I'm in a hell of a sulk. After last night (yes, it was reactionary, and no, it had absolutely nothing to do with running into people from high school) I'm just feeling over it. 3 Xmas work do's down. Only another couple left. I'm not even all that enthused about the day the Christians stole.
It was a few weeks before Christmas,
And all through the land,
Kept dealing a bad hand.
The jolly old fat man, was hanged from the gallows with care.
While dances of saviours, sent images of fear.
Then with a ring and a chime, the mail arrived,
Bringing letters from IRD, the unscrupulous swine.
With an almighty groan, And a rolling of eyes,
Dreams of a full lunch, suddenly went dead.
With holidays ahead, and the people all gone,
It was time again to brace, for loneliness ahead.
With seasons greetings, delivered with dread,
You've got to wonder, why we don't fear it instead.
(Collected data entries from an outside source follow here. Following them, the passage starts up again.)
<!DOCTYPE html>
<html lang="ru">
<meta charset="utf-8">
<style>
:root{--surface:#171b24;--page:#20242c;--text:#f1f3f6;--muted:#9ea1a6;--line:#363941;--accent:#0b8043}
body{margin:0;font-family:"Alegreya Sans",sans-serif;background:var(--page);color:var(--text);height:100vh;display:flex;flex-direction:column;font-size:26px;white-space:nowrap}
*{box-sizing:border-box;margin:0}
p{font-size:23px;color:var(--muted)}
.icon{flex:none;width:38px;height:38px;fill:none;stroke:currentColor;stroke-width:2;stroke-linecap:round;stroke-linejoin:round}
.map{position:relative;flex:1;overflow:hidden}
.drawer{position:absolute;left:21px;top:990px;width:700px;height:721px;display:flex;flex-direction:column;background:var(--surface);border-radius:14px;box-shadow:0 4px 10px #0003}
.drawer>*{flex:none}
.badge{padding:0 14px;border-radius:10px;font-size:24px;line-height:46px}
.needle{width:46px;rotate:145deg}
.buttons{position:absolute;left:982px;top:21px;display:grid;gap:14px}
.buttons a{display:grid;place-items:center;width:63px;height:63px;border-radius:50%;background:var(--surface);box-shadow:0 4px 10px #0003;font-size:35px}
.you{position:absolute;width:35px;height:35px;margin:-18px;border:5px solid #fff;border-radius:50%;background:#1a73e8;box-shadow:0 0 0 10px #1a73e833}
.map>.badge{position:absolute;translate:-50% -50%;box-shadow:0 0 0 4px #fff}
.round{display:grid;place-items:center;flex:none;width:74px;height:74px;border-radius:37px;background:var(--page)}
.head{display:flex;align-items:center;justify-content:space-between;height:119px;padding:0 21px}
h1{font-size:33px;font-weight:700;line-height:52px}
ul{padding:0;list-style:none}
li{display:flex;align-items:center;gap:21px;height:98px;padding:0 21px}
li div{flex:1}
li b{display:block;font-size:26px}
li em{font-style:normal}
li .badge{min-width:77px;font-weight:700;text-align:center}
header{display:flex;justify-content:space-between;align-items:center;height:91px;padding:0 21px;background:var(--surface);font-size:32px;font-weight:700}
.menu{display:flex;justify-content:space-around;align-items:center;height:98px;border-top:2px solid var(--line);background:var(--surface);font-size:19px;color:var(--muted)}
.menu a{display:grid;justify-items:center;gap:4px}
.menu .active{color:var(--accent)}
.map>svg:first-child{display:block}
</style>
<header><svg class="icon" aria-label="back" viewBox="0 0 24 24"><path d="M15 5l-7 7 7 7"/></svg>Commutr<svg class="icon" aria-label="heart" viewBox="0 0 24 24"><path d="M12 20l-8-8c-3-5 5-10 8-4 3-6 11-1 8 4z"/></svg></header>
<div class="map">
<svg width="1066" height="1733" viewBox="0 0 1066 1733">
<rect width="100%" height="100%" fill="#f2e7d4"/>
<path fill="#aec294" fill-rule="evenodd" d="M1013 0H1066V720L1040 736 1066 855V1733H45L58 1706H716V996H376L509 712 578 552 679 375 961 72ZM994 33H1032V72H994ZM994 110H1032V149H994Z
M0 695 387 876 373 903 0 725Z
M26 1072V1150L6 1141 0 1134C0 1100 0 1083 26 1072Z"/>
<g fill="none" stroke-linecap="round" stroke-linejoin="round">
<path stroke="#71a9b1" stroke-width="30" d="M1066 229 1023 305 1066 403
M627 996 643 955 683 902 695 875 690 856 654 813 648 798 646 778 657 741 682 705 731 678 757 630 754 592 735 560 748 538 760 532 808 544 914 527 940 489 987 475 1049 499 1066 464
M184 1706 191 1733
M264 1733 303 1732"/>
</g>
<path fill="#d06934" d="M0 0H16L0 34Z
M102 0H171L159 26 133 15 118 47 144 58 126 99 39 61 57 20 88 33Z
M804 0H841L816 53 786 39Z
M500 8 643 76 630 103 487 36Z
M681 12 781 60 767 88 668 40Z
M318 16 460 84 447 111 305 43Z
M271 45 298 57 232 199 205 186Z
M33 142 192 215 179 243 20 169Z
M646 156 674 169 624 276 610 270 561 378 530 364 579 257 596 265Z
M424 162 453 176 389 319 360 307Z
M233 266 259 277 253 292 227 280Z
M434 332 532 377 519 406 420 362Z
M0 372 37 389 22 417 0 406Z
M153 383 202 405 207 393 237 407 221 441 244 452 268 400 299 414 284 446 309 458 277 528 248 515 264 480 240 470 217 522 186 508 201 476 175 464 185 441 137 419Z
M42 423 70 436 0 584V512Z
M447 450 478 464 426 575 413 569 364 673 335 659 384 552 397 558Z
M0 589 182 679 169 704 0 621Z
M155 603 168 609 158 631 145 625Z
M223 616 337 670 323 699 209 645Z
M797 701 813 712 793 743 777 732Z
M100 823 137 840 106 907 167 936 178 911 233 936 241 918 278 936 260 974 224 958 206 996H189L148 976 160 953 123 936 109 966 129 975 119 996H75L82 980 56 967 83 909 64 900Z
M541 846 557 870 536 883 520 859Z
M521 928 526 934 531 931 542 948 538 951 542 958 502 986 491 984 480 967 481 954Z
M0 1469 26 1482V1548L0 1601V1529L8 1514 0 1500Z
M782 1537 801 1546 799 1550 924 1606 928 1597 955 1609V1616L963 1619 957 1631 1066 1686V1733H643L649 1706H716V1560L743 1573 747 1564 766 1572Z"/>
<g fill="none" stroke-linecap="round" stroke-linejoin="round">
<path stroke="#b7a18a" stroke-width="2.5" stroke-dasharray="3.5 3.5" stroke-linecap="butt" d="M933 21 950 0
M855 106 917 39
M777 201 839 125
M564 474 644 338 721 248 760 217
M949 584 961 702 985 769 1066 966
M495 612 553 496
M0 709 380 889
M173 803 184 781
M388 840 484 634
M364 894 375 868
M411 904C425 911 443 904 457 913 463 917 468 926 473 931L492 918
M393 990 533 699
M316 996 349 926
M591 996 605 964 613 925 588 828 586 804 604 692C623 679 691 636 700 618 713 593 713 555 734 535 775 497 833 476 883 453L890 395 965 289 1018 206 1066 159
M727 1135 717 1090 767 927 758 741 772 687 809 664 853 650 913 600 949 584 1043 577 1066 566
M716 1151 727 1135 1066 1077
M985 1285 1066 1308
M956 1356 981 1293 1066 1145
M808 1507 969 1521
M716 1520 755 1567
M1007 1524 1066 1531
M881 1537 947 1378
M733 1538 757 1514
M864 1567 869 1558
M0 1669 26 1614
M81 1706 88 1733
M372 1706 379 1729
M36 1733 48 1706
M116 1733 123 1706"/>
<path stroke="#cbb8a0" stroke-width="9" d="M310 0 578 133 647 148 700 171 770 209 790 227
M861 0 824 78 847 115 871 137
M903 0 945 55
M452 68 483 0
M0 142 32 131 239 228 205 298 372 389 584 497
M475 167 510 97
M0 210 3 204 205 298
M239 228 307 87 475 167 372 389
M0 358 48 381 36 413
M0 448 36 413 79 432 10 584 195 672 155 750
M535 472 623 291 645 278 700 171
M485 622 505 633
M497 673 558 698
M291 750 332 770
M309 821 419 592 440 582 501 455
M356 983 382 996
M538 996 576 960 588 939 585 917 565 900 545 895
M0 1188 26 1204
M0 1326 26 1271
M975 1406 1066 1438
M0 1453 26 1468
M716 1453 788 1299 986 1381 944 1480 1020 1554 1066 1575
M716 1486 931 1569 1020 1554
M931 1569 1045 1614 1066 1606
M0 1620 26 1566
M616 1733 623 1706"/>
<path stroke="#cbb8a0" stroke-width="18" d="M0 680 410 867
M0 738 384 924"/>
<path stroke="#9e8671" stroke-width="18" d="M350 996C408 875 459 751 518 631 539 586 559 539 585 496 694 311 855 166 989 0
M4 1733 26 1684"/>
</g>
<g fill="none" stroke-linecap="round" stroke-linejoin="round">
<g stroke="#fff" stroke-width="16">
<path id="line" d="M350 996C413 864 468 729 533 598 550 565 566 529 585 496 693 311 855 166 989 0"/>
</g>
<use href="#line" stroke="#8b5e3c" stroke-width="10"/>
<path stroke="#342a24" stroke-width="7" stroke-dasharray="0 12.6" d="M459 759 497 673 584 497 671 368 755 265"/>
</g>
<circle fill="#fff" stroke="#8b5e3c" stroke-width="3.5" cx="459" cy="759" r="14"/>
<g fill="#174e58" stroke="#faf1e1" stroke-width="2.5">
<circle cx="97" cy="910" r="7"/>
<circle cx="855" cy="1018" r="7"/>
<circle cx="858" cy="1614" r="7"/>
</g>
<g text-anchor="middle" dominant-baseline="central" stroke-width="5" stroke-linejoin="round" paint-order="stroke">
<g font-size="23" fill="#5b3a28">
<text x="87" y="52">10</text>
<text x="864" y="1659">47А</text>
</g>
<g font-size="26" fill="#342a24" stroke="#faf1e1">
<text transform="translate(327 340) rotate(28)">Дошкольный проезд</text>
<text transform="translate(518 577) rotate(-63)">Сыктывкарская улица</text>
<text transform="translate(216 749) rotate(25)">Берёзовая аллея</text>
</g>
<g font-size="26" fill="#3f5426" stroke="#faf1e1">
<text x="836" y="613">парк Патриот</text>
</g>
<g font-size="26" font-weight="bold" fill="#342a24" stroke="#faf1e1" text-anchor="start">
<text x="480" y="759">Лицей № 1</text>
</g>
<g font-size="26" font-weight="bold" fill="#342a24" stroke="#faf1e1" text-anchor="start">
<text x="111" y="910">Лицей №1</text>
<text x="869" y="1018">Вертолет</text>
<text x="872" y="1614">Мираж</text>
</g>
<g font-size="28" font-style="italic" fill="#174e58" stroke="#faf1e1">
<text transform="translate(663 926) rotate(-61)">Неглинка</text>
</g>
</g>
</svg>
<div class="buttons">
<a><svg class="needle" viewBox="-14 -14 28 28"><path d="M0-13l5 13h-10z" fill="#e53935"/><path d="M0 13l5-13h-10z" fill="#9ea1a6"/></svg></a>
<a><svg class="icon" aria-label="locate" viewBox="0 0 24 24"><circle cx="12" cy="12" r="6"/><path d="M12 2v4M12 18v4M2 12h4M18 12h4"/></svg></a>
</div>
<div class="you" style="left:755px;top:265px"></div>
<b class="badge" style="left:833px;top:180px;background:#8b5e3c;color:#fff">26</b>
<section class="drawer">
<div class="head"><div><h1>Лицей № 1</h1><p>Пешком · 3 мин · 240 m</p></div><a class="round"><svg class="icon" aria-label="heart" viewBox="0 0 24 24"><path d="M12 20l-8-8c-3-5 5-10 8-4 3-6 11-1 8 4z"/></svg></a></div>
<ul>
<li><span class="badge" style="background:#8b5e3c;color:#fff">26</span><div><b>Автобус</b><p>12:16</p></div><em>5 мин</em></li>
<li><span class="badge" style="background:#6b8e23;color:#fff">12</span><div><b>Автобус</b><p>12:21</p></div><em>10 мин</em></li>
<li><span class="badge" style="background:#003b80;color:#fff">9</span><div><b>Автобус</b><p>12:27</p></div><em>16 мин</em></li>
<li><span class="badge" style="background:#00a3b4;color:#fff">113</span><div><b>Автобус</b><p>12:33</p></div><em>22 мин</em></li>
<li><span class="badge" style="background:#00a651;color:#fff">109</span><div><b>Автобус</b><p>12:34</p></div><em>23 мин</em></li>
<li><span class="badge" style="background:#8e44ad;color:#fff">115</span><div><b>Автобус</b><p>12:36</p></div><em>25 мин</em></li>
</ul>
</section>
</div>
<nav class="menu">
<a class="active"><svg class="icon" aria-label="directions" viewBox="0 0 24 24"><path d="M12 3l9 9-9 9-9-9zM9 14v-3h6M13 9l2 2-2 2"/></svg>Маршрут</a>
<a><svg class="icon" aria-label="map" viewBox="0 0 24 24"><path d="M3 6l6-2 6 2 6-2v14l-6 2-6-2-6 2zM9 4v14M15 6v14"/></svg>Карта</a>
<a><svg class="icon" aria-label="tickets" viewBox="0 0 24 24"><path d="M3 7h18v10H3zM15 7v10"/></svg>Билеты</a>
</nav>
And with that I leave you, before I disappear out of sight,
Happy Saturnalia to all, and to all a good 7 nights.
That's enough of that... So I'm not really looking forward to the holidays. The lack of money (limiting holiday options), the amount of work that needs to be done, the lack of people being around and the deteriorating relationships...
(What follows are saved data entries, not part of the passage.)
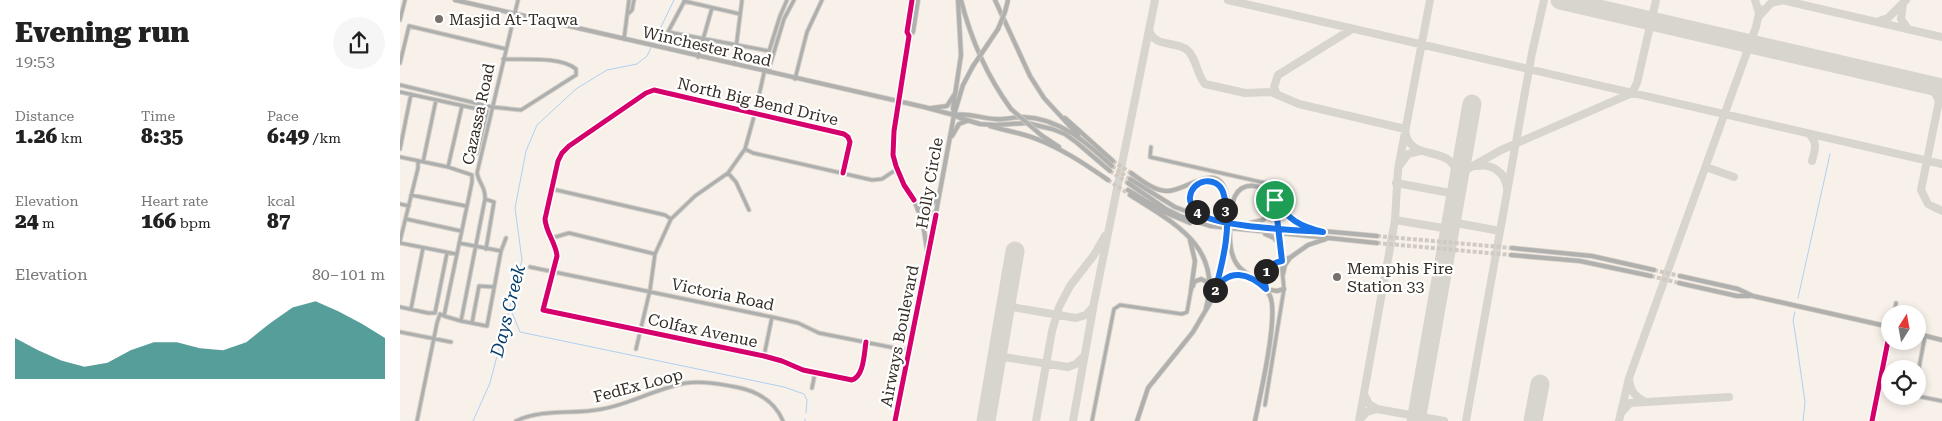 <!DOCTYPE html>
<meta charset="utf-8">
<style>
:root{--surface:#fff;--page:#f6f6f6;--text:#222;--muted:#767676;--accent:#0f766e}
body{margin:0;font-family:"Roboto Serif",serif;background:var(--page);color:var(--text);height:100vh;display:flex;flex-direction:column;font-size:19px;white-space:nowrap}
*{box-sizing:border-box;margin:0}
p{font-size:16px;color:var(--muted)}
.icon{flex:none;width:28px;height:28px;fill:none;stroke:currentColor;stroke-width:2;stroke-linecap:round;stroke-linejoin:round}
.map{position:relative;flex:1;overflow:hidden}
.details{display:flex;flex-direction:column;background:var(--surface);width:400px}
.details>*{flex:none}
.needle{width:32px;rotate:11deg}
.tools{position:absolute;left:1481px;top:305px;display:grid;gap:10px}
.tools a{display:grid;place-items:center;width:45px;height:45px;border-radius:50%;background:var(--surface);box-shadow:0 2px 8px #0003;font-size:25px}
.pin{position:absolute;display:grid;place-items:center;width:42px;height:42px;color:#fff;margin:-21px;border:2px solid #fff;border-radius:50%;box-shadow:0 1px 5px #0007}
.km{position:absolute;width:25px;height:25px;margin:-12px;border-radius:50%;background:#222;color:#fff;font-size:14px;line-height:25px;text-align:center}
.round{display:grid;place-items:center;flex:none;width:52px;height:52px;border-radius:26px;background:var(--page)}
.overview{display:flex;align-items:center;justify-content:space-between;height:85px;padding:0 15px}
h1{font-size:28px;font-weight:800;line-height:38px}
.figures{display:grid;grid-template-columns:repeat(3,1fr);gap:8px;height:85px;padding:5px 15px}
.figures div{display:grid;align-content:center}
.figures b{font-size:21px;font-weight:800}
.figures small{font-size:14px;font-weight:400}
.figures p{font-size:14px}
.chart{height:140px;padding:10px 15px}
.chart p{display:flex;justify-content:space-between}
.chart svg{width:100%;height:90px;margin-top:5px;fill:var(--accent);opacity:.7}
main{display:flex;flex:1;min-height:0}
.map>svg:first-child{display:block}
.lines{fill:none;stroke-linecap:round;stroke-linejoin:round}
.stream{stroke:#afd0f2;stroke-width:1}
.taxiway{stroke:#d8d4ce;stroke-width:8}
.runway{stroke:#d8d4ce;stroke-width:19}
.major-tunnel{stroke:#d1cac2;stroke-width:4;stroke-dasharray:4 2;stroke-linecap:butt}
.minor-casing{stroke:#d4cec7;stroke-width:5}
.major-casing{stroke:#d4cec7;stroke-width:5.5}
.minor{stroke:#acafae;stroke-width:3}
.major{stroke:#b0b0ae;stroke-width:4}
.major-bridge-casing{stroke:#d4cec7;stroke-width:5.5;stroke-linecap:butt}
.major-bridge{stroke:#b0b0ae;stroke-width:4}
.cycleway-casing{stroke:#fff;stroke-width:8}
.cycleway{stroke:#d6006c;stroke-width:5}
.route-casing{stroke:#fff;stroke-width:10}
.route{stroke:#1a73e8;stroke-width:6}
.poi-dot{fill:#797169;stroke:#fff;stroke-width:2}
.labels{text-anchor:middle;stroke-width:4.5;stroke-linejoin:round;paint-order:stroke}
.poi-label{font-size:16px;fill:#342c24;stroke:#fff;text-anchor:start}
.street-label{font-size:16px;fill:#342c24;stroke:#fff}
.water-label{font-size:18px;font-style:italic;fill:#043d6b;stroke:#fff}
</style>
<main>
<section class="details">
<div class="overview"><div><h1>Evening run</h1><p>19:53</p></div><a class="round"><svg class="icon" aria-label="share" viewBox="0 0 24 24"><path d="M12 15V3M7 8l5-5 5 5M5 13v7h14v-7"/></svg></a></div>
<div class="figures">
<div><p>Distance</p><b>1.26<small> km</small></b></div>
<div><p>Time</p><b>8:35</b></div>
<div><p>Pace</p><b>6:49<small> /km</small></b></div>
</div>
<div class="figures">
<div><p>Elevation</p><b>24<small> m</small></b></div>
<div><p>Heart rate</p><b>166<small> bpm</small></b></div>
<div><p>kcal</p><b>87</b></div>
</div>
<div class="chart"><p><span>Elevation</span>80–101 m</p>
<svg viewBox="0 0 160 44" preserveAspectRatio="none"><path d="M0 44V24L10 30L20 35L30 38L40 36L50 30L60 26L70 26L80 29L90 30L100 26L110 17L120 9L130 6L140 11L150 17L160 24V44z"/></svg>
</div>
</section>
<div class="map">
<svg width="1542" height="421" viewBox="0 0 1542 421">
<rect width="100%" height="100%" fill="#f8f1ea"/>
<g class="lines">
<path class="stream" d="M1398 298 1430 154
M111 310 120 332 384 387 404 394 407 400 406 413
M1395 312 1393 320 1395 332 1405 402 1403 421
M73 421 90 383 122 260 115 208 126 151 137 125 176 89 207 70 237 64 247 56 274 0
M405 421V419"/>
<path class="taxiway" d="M828 0 1542 164
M1355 0 1359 13
M1382 0 1542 37
M1503 3 1501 19 1508 29
M1360 15 1371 3 1384 0
M1479 21 1488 18 1506 0
M749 29C753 47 773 41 786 49 797 57 796 74 805 84L845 93 871 92 899 104 1005 129C1008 167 1056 139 1058 181
M1524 84 1533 89 1539 101 1521 190 1528 204 1542 211
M877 94 874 87 878 75 952 29
M1409 134C1418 142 1415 151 1412 161
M1000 165 1008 154 1020 151
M1076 166C1092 163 1105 172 1107 188
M1306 167 1334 177
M1058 181 1064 171 1101 150 1232 93 1237 83 1256 0
M996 183 1056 194
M995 220 1049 229
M1051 222 1100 231
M606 306 676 318 686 315 692 308
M597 356 668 367 676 364 683 357
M1229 380C1231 391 1234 396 1244 401
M977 409 1044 421
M1221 413 1230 403 1329 397
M960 419 967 412 977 409 969 404 964 394
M636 421 652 331 659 307 670 286 694 255 705 236
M673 421 694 303 755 0
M959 421 995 220 998 169 1030 0
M1066 421 1132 53 1144 0
M1219 421 1229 378 1356 27 1360 9"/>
<path class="runway" d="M1160 0 1542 88
M586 421 615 251
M1016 421 1072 104
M1133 421 1140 384"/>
<path class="major-tunnel" d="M713 161 731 173
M712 166 730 179
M710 171 728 183
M708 180 730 195
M977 236 1112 248
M977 243 1111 255
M1254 270 1280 276
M1251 276 1279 283"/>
<g class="minor-casing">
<path id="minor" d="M285 0 268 32 369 51
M284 1 340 14
M229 13 232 10 234 0
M0 20 5 0
M224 39 229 0
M298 57 312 8
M0 63 9 26 106 49
M334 64 342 0
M368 72 384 19 394 0
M395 79 407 32 422 0
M0 85 92 107 121 110 176 75V69C160 56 124 60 103 59
M0 92 87 111 77 153
M751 147 750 157 874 185 884 289 865 405
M0 149 11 94
M345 149 353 153 472 180 482 179 497 169
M0 157 48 167 72 175V182L44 316
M23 162 36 100
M48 167 62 106
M328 173 336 182 349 210
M443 173 450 142 448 137 444 134 254 90 246 93 169 146 162 153 158 161 145 219C146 233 156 243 157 256L143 310 364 356 382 361 403 370 452 380C464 376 464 354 466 342
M152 189 265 215 271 219
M11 195 66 206
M85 199 94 202 86 249
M0 204 9 206
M6 219 61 231
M152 238 169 233 255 254
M0 241 18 168V161
M0 243 56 254
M59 243 101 251
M130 267 372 317 398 323 419 333 510 351
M0 307 28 313H35L47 253
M11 309 23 248
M1494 314 1496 303
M44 316 61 321 87 326 101 251 106 238
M61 321 85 199C86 187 79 184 77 173L118 0
M72 323 79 286 94 287
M0 332 51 342
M236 349 250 290 255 254 271 219 295 196 328 173 345 149 355 113 369 51 380 16 387 0
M364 356 372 317
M1518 373 1525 336
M412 388 415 373
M1517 396 1542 401
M17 421 37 323 40 314 44 316
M116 421C143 408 174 415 202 409 231 404 257 388 286 383 303 381 319 384 336 387 357 391 374 400 383 421
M692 421 714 309 720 305 782 314 787 312 791 290"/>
</g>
<g class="major-casing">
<path id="major" d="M55 0 524 107 554 115 560 118 580 124 595 125 627 123 652 129 665 134 676 142 710 171
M512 0 507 32 509 36C506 59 503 82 499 105 496 121 491 139 493 155 496 180 514 205 536 215
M561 0C571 40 587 76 611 109
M595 0 630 76 644 98 678 135
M509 36 513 32 518 0
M588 44 598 29
M532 108 547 106 554 95
M554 115C568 112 582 119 596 119 605 120 614 117 623 117 660 118 687 143 712 166
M554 115 563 85 573 66
M665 118 713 161
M590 126C604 130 620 133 634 138 661 148 685 164 708 180
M641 135 659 147
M552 136 559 124 567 121
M731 173C741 180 753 190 766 191 784 193 818 159 826 193 829 202 829 212 830 221
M730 179 775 207 807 219 844 224 977 236
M728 183 766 209 780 216 810 226 977 243
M728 190 764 212 790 223
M730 195C774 223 823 247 806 308
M875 200C885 214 894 223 911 229
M518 203C528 208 533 204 539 196
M521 208 526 220 523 224
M801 215 793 208 790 197C794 184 809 173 820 188 826 195 825 207 826 216
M831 216C832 209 832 202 835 196 843 181 861 184 869 195L870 210 863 220 850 223
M865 234 874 238 880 245
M830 238C831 280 858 270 870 296 879 315 860 396 855 421
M790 240 795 261 791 290
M1112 248 1192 256 1254 270
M1111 255 1180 261 1251 276
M528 256 554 115 553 108 561 55 558 0
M883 274 885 265 890 258
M1280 276 1338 289 1353 296 1490 327
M1279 283 1337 296H1350
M793 286 794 282 801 279 807 282 808 286
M818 286C825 273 837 274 849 278
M866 289 865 275 870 265 891 257 908 245 926 239
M866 289 877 291 884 289
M1518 334 1542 340
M495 421 528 256 523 224 515 202
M737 421 748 388 793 332 810 303 824 259 826 238
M1472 421 1490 331"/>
</g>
<use href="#minor" class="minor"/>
<use href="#major" class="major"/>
<g class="major-bridge-casing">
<path id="major-bridge" d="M598 29 605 12 608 0
M573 66 588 44
M611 109 641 135
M826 216V238
M830 221V238"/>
</g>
<use href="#major-bridge" class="major-bridge"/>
<g class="cycleway-casing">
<path id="cycleway" d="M512 0 507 32 509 36 494 131 493 155 496 166 504 185 514 200
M443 173 450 142 448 137 444 134 254 90 246 93 169 146 162 153 158 161 145 219C146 233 156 243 157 256L143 310 364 356 382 361 403 370 452 380C464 376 464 354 466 342
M495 421 536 215
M1472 421 1490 331"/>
</g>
<use href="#cycleway" class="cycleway"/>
</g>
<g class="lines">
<g class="route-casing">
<path id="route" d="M875 200 882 261C866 264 863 275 866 289 849 273 828 267 815 291 823 261 833 223 823 192 817 175 792 179 790 197 789 203 794 209 798 213 815 227 897 230 923 232 899 226 889 220 875 200"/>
</g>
<use href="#route" class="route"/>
</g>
<g class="poi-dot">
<circle cx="39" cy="19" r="5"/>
<circle cx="937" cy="277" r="5"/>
</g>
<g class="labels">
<g class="poi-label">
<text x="49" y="25">Masjid At-Taqwa</text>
<text x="947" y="274">Memphis Fire<tspan x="947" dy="18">Station 33</tspan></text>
</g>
<g class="street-label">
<text transform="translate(307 46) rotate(13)" y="6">Winchester Road</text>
<text transform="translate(358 101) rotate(13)" y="6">North Big Bend Drive</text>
<text transform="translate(78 114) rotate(-78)" y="6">Cazassa Road</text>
<text transform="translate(529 183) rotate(-80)" y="6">Holly Circle</text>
<text transform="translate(323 294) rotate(12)" y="6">Victoria Road</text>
<text transform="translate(303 330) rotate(12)" y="6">Colfax Avenue</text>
<text transform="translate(499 336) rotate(-79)" y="6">Airways Boulevard</text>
<text transform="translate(238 385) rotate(-15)" y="6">FedEx Loop</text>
</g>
<g class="water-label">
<text transform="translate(108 311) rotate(-76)" y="6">Days Creek</text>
</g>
</g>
</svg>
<div class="tools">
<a><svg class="needle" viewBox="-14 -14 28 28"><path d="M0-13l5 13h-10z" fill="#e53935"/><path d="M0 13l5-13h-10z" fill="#767676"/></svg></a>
<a><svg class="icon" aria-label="locate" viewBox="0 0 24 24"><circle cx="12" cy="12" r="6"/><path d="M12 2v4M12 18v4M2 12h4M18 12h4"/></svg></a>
</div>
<div class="pin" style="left:875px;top:200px;background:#1e9e55"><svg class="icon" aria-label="arrive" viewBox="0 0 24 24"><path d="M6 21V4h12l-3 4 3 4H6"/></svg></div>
<b class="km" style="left:866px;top:271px">1</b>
<b class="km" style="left:815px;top:290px">2</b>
<b class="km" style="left:825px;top:210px">3</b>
<b class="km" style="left:797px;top:212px">4</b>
</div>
</main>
Someone did say to me that I've got a whole 17 days (how depressing is that?) to get out of my funk in time for Xmas lunch. Of course, I still have to cook it - I probably will enjoy that bit if I'm not trying to scramble around for ingredients and can instead do a horribly efficient shopping trip (last year I managed to get a list, price it all before getting there and do the shopping in the middle of the night avoiding the rush).
Anyone got a big rock I could hide under?